Now that many organizations are issuing return to office mandates, a lot of working parents are losing that flexibility. And it makes me mad. There are lots of great things about going into an office, but with housing prices as high as they are right now, return to office mandates are forcing families to choose between tiny apartments and long commutes. The pandemic helped us realize that offices are not necessary, and that helped women and working parents most of all. For more on this, read my latest story:
As People Return to Offices, It’s Back to Misery for Working Moms
A few other recent pieces: I published a story Friday after the unemployment numbers came out, looking at the very strong jobs numbers in the context of all the layoffs that have been grabbing headlines in recent months. My conclusion: a lot of these layoffs were just CEOs cutting for the sake of looking cautious and to please their investors, not because there is necessarily an economic downturn happening. The fact that CEOs have been handsomely rewarded for laying off tens of thousands of people, and that their share prices have skyrocketed since the layoffs, makes my blood boil.
All That Recession Talk is Looking More and More Like CEO Fear Mongering
Just one example: Meta laid off 11,000 people because of the “macroeconomic downturn” but GDP has been growing for two quarters and we added half a million jobs in January. But Meta’s share price has soared since the layoffs, and Mark Zuckerberg is worth about $20 billion more than he was when he announced the cuts.

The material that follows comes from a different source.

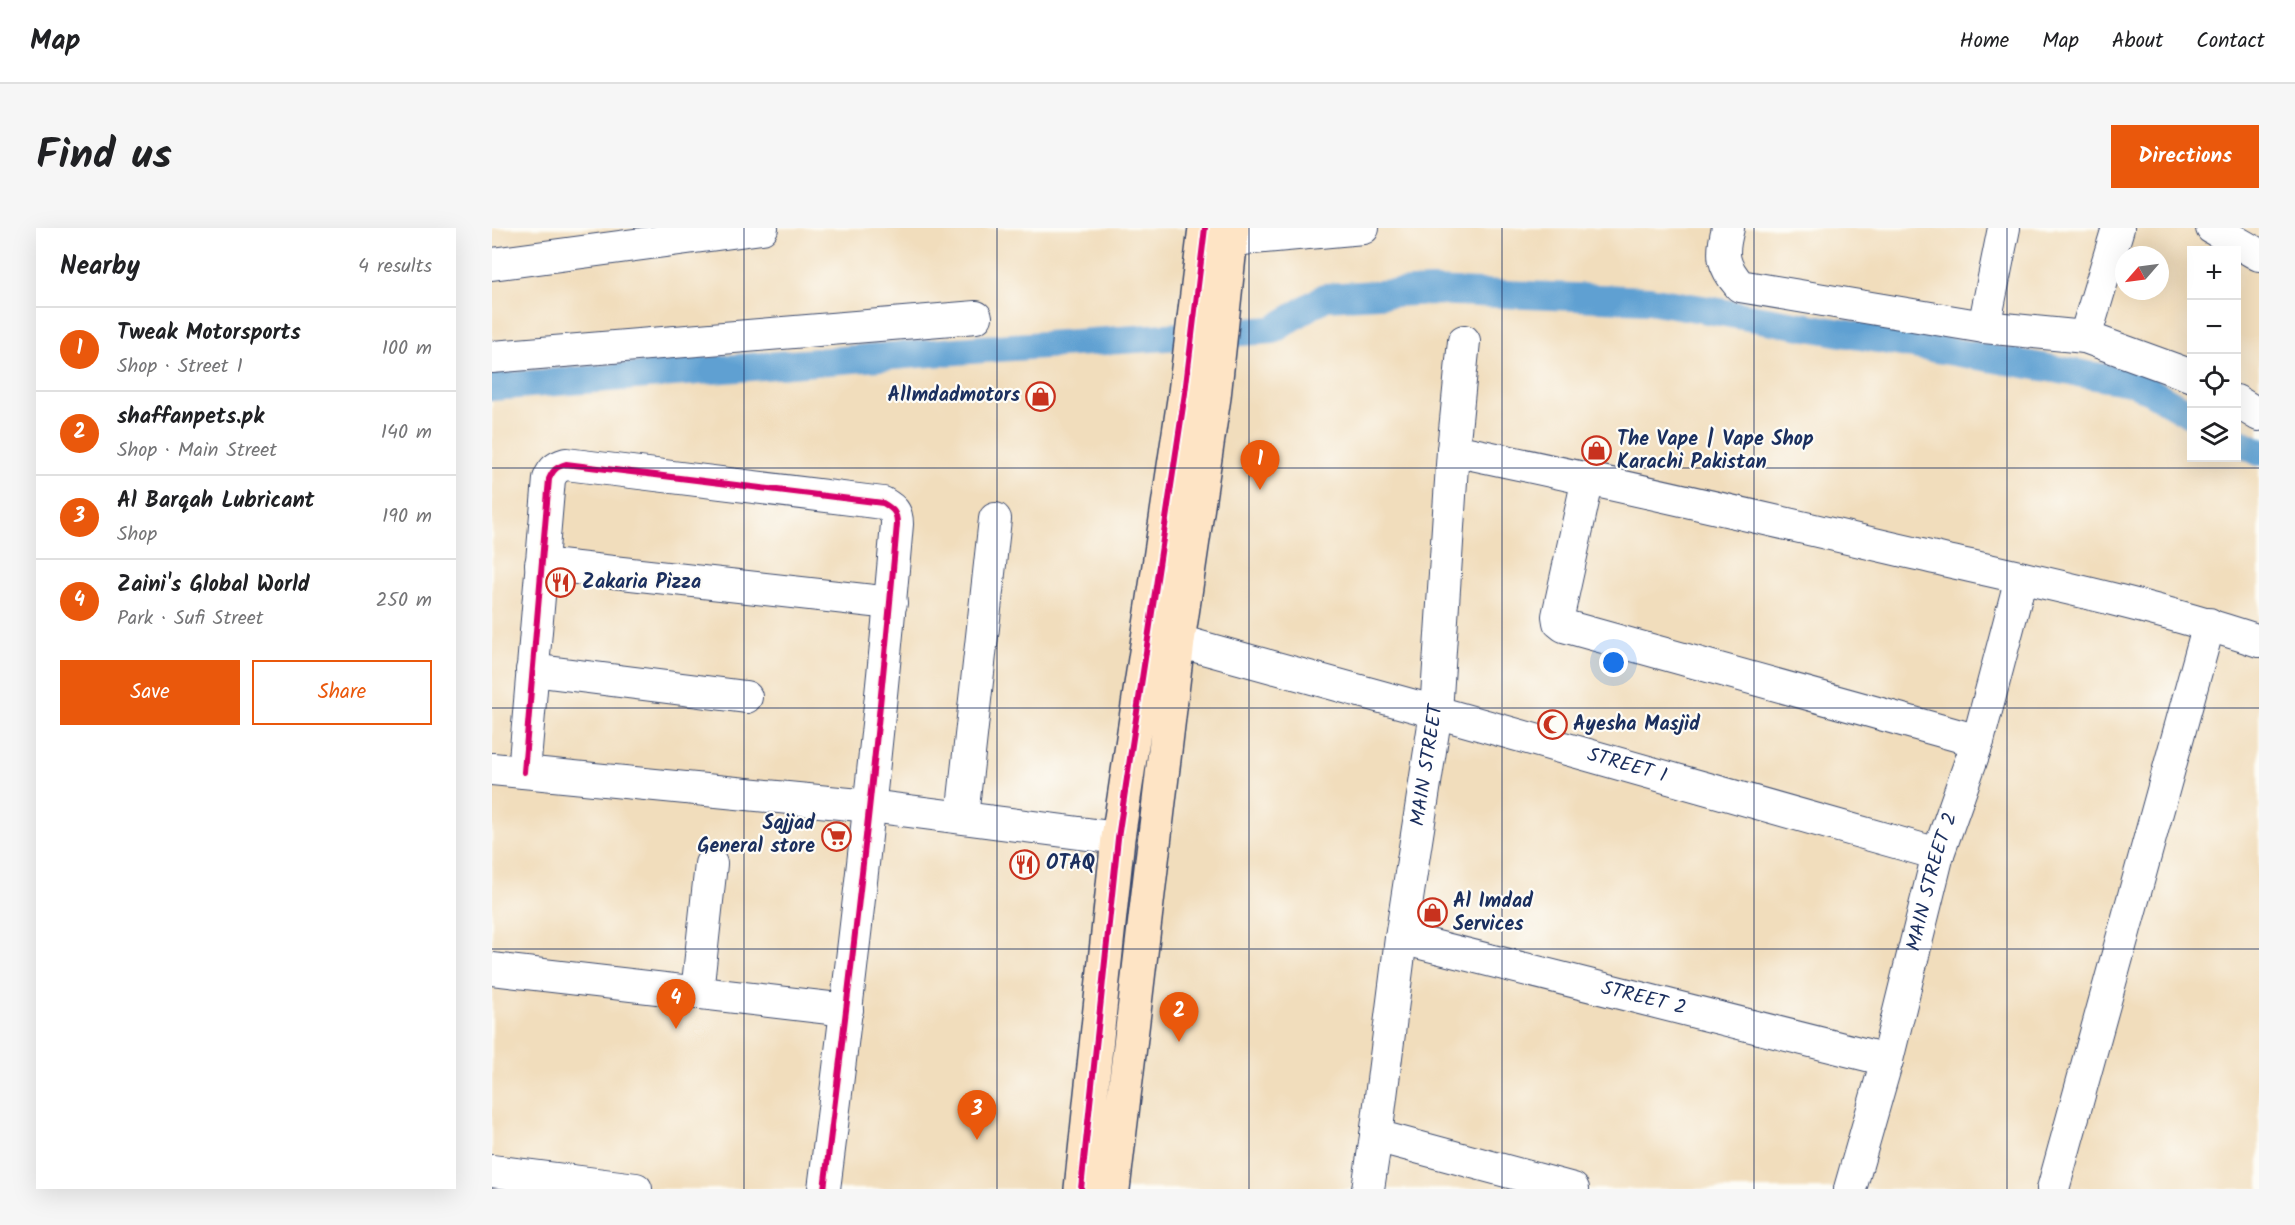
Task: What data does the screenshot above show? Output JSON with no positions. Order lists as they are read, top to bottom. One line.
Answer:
{"streets":{"street":["MAIN STREET","STREET 1","MAIN STREET 2","STREET 2"]},"crossings":[["MAIN STREET","STREET 1"],["MAIN STREET","STREET 2"],["STREET 1","MAIN STREET 2"],["MAIN STREET 2","STREET 2"]],"places":{"shop":["AlImdadmotors","The Vape | Vape Shop Karachi Pakistan","Al Imdad Services"],"restaurant":["Zakaria Pizza","OTAQ"],"mosque":["Ayesha Masjid"],"supermarket":["Sajjad General store"]},"north":"bottom left","page":{"header":"Map","nav":["Home","Map","About","Contact"],"title":"Find us","buttons":["Directions",["Save","Share"]],"heading":["Nearby","4 results"],"map_buttons":["+","−"],"list":[{"mark":"1","name":"Tweak Motorsports","note":"Shop · Street 1","value":"100 m"},{"mark":"2","name":"shaffanpets.pk","note":"Shop · Main Street","value":"140 m"},{"mark":"3","name":"Al Barqah Lubricant","note":"Shop","value":"190 m"},{"mark":"4","name":"Zaini's Global World","note":"Park · Sufi Street","value":"250 m"}],"pins":["1","4","2","3"]}}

I also profiled two new airlines, Breeze and Avelo, that are serving underserved markets near you. Their business model is serving airports that the big airlines have abandoned, and using bigger jets rather than regional jets. I hope they succeed—four U.S. airlines control 80% of the market and consolidation is usually not good for consumers, but starting an airline is not for the faint of heart. More here:
Commercial Air Travel is Broken. Two New Airlines Think They Can Fix It
Like your mother, I was also influenced by MS Magazine and the feminist movement. Working for me was a given when I had my kids in the 1970’s.But it was a constant struggle because the major difficulty that prevented women from working was the same one that has continued to this day. Primarily, it is is the scarcity and expense of childcare, coupled with the shortage of decent maternity leave that obligates women to stop working outside the house. While we have experienced a great increase in women’s salaries, those mostly affect middle and upper class women. Availability of good quality childcare affects ALL women who want to work. We should follow the example provided by many other countries and stop looking for new reasons for women dropping out of the workforce.